Dans un arrêt rendu le 13 juillet 2022, la Cour de cassation a jugé que l’erreur sur l’habitabilité d’une partie du bien justifiait la nullité de la vente.
Dans cette affaire, après avoir acquis une maison d’habitation sur plusieurs niveaux, les nouveaux propriétaires découvrent, à l’occasion d’un projet d’extension, que la destination d’habitation ne pouvait être que partiellement autorisée au regard des règles d’urbanisme et notamment en application des dispositions du plan de prévention des risques d’inondation. Plus précisément, l’acquéreur a cru acheter une maison entièrement habitable, or seuls le premier étage et les combles de la maison, située en zone inondable, pouvaient être légalement « autorisés à l’habitation ». C’est pourquoi, les acquéreurs ont sollicité l’annulation de la vente et l’indemnisation de leurs préjudices sur le fondement de l’erreur.
À l’occasion d’un pourvoi, la 3ème chambre civile de la Cour de cassation confirme le raisonnement tenu par la Cour d’appel de Paris rappelant que l’habitabilité d’un bien immobilier constitue l’une des qualités essentielles du bien vendu.

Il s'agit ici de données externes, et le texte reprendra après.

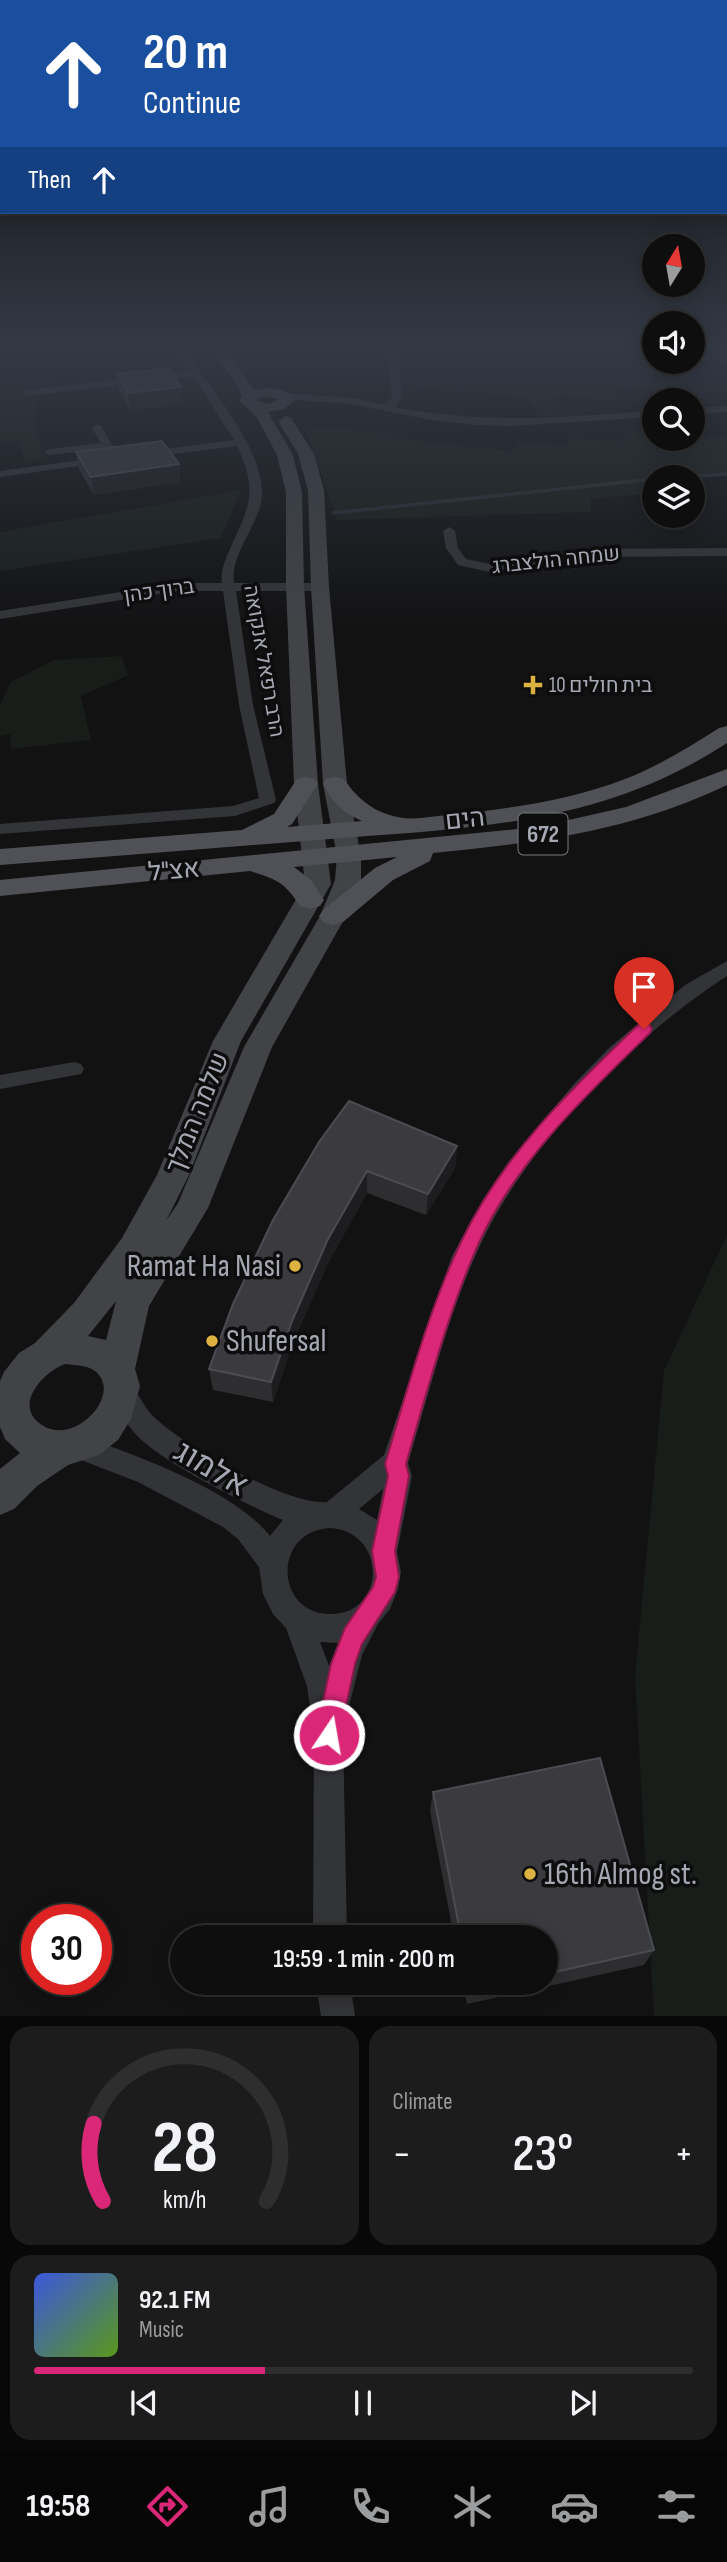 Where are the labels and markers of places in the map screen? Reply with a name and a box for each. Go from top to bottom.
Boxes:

Pour mémoire, depuis la réforme du droit des contrats, la notion de « qualités essentielles de la prestation » s’est substituée à la notion de « substance même de la chose ». Par conséquent, désormais, l’erreur du cocontractant est cause de nullité à condition qu’elle porte « sur les qualités essentielles de la prestation due ou sur celles du cocontractant » (C. civ., art. 1132). L’erreur sur une qualité essentielle peut porter sur une caractéristique objective du bien immobilier mais également sur une qualité subjective, autrement dit sur l’un des motifs pour lesquels les parties ont contracté. A cet égard, l’article 1133 du Code civil précise que les qualités essentielles de la prestation sont celles qui ont été expressément ou tacitement convenues et en considération desquelles les parties ont contracté.
En conséquence, la découverte a posteriori par l’acquéreur de la non-conformité de son bien au regard des règles d’urbanisme ou d’un règlement d’usage, tels que l’inconstructibilité d’un terrain, le défaut d’habitabilité d’une maison ou l’impossible mise en location d’un local acquis dans ce but précis, peut justifier la nullité de la vente (Cass. 3ème civ. 3 mai 2018, n° 17-11.132 et 17-14.090).
Dans la présente affaire, le juge considère que l’erreur sur la situation juridique du bien au regard des règles d’urbanisme en vigueur – à savoir l’erreur sur la conformité de la destination du rez-de-chaussée d’une maison, autrement dit sur son caractère habitable – est constitutive d’un vice du consentement et, à cet égard, justifie la nullité de la vente immobilière, et ce malgré le fait que la maison soit partiellement habitable. Pour mesurer la portée de l’erreur et reconnaître qu’elle portait, en l’espèce, sur une qualité essentielle du bien, le juge a déduit la surface du rez-de-chaussée de la maison, composé d’une entrée, d’un séjour et d’une cuisine équipée de la surface totale du bien. En outre, la Cour de cassation souligne qu’il importe peu que toute action en démolition soit prescrite compte tenu de l’ancienneté des travaux ou que l’autorité compétente ne soit plus en mesure d’imposer une mise en conformité.
Cette décision s’inscrit dans une lignée jurisprudentielle établie quant au vice du consentement en matière de vente immobilière, suivant laquelle la destination du bien vendu est l’une de ses qualités essentielle.